Treatment of Sinusoidal Obstruction Syndrome

Defibrotide is the only FDA-approved treatment for sinusoidal obstruction syndrome (SOS) with renal or pulmonary dysfunction following hematopoietic stem cell transplantation. 1

Understanding SOS

Sinusoidal obstruction syndrome, previously known as veno-occlusive disease (VOD), is characterized by damage to the sinusoidal endothelial cells of the liver, leading to:

• Loss of sinusoidal wall integrity
• Endothelium denudation
• Cell embolization toward central zones of hepatic lobules
• Sinusoidal congestive obstruction by outflow block
• Potential centrilobular hepatocellular necrosis 2

Treatment Algorithm

1. For SOS with Renal or Pulmonary Dysfunction After HSCT:

• First-line therapy: Defibrotide 6.25 mg/kg every 6 hours as a 2-hour intravenous infusion 1
  • Treat for a minimum of 21 days
  • If signs and symptoms persist after 21 days, continue treatment until resolution 1
  • Monitor for bleeding (major adverse effect) and hypersensitivity reactions 1

2. For SOS in Other Settings (Non-HSCT or Without Organ Dysfunction):

• Supportive care measures:
  • Fluid and sodium restriction
  • Diuretics for fluid overload
  • Paracentesis for tense ascites
  • Pain management
  • Oxygen supplementation if needed 2

3. For Severe SOS with Multi-Organ Failure:

• Defibrotide (as above)
• Intensive supportive care for organ dysfunction
• Consider liver transplantation in select cases of intractable disease 2

Risk Factors and Prevention

Major Risk Factors:

• Myeloablative conditioning regimens for HSCT
• Certain chemotherapeutic agents (busulfan, cyclophosphamide, melphalan)
• Total body or hepatic irradiation
• Pre-existing liver disease 2

Prevention Strategies:

• Defibrotide prophylaxis in high-risk patients undergoing HSCT 2
• Ursodeoxycholic acid may be considered for prevention 3
• Avoid hepatotoxic drugs when possible
• Reduce intensity of conditioning regimens in high-risk patients 2

Diagnostic Approach

Early diagnosis is crucial for effective treatment.

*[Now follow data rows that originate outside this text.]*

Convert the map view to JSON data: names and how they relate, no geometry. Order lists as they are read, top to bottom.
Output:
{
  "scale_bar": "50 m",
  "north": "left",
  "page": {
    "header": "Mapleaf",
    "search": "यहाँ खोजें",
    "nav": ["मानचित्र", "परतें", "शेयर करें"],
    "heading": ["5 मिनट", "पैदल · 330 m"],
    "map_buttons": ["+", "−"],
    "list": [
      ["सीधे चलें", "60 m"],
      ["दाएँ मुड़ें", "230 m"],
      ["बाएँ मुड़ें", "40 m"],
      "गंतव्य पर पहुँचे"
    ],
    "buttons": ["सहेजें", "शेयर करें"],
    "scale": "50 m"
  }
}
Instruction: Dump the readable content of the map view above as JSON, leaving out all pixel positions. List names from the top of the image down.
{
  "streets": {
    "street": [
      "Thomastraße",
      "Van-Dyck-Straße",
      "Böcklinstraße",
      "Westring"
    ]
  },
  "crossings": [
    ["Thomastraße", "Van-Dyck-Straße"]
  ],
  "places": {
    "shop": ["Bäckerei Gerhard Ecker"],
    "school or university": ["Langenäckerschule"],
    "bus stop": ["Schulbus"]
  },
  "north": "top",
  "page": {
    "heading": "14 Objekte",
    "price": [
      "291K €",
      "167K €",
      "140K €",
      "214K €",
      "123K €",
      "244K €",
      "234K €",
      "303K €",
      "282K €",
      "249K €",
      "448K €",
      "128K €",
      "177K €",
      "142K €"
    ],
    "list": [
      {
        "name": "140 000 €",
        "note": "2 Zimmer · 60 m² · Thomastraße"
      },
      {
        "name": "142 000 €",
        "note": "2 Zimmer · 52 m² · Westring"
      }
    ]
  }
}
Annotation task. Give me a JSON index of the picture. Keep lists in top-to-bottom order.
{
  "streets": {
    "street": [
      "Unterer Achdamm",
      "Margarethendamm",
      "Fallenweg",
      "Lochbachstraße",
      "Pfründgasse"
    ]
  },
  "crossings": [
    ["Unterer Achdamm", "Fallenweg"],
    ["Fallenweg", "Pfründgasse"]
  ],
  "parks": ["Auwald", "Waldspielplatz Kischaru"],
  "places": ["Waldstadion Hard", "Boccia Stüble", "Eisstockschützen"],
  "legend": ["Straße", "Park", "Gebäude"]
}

Key diagnostic elements include:

1. Clinical criteria:

   • Weight gain due to fluid retention
   • Painful hepatomegaly
   • Jaundice (elevated bilirubin) 2

2. Imaging:

   • Doppler ultrasound to assess portal vein flow and signs of portal hypertension
   • MRI may show patchy signal enhancement 2

3. Liver biopsy (if feasible):

   • Transjugular approach preferred due to coagulopathy risk
   • Combined with hepatic venous pressure gradient measurement (>10 mmHg supports diagnosis) 2

Special Considerations

• Timing: SOS typically occurs within 20 days post-HSCT with cyclophosphamide regimens, but may occur later with other agents 2
• Severity grading: Mild (self-limiting), moderate (requiring treatment), severe (not resolving by day 100 despite treatment) 2
• Contraindications to defibrotide: Concomitant systemic anticoagulant or fibrinolytic therapy, hypersensitivity to defibrotide 1
• Drug interactions: Defibrotide may enhance the activity of antithrombotic/fibrinolytic drugs 1

Pitfalls to Avoid

1. Delayed diagnosis: Early recognition and treatment initiation are critical for improved outcomes
2. Misdiagnosis: Rule out other causes of liver dysfunction (e.g., GVHD, infection, drug toxicity)
3. Inadequate monitoring: Regular assessment of liver function, renal function, and respiratory status is essential
4. Inappropriate anticoagulation: Avoid systemic anticoagulants with defibrotide 1

Early intervention with defibrotide in patients with SOS, particularly those with organ dysfunction following HSCT, is crucial to prevent progression to multi-organ failure and improve survival outcomes.